Give an interpretation for each topic elaborated with an example.
Have a look at the [tutorial](https://github.com/ccs-amsterdam/r-course-material/blob/master/tutorials/r_text_lda.md#inspecting-lda-results) for the code.

```{r, warning=F, message=F}
library(wordcloud)

terms(m_G, 5)
topic <- 5
words_G <- posterior(m_G)$terms[topic, ]
topwords_G <- head(sort(words_G, decreasing = T), n=50)
wordcloud(names(topwords_G), topwords_G)

terms(m_A, 5)
topic <- 5
words_A <- posterior(m_A)$terms[topic, ]
topwords_A <- head(sort(words_A, decreasing = T), n=50)
wordcloud(names(topwords_A), topwords_A)
```

Finally, see in which years certain topics were more prevelent.
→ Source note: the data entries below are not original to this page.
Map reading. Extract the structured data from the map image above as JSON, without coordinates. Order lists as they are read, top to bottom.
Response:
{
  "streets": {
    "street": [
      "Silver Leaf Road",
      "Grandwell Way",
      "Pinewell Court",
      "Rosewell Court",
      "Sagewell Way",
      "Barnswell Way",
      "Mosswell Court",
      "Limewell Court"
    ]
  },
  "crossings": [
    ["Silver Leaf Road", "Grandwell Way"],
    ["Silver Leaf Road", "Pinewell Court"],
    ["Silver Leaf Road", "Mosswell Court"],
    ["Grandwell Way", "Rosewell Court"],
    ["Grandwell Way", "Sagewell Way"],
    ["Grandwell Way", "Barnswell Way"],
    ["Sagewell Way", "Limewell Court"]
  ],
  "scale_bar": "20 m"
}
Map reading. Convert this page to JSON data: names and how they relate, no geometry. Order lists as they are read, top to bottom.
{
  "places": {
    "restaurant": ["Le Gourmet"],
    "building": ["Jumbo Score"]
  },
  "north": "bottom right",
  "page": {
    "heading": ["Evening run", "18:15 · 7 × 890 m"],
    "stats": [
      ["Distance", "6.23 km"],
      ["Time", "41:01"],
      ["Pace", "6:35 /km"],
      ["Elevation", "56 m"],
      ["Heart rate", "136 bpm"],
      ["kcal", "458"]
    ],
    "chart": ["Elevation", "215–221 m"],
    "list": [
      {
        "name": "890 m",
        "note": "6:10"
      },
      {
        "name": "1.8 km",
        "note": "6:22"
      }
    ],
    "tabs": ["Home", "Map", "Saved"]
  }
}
```{r, message=F,warning=F, echo=F, eval=T}
docs_G <- docvars(dtm_G)[match(rownames(dtm_G), docnames(dtm_G)),]
docs_G <- docs_G[1:5997,]
tpp_G <- aggregate(posterior(m_G)$topics, by=docs_G["year"], mean)
rownames(tpp_G) = tpp_G$year
heatmap(as.matrix(tpp_G[-1]))

docs_A <- docvars(dtm_A)[match(rownames(dtm_A), docnames(dtm_A)),]
tpp_A <- aggregate(posterior(m_A)$topics, by=docs_A["month"], mean)
rownames(tpp_A) = tpp_A$month
heatmap(as.matrix(tpp_A[-1]))
```

#### Challenge 3
Reflect on the validity of the current analysis: to what extent do the results of the LDA model measure the media agenda?

#### Challenge 4
The method used in the tutorial is pretty crude. Can you think of any problem in particular, and any ways to mend them? Are there problems which cannot be solved, or would be very hard to solve?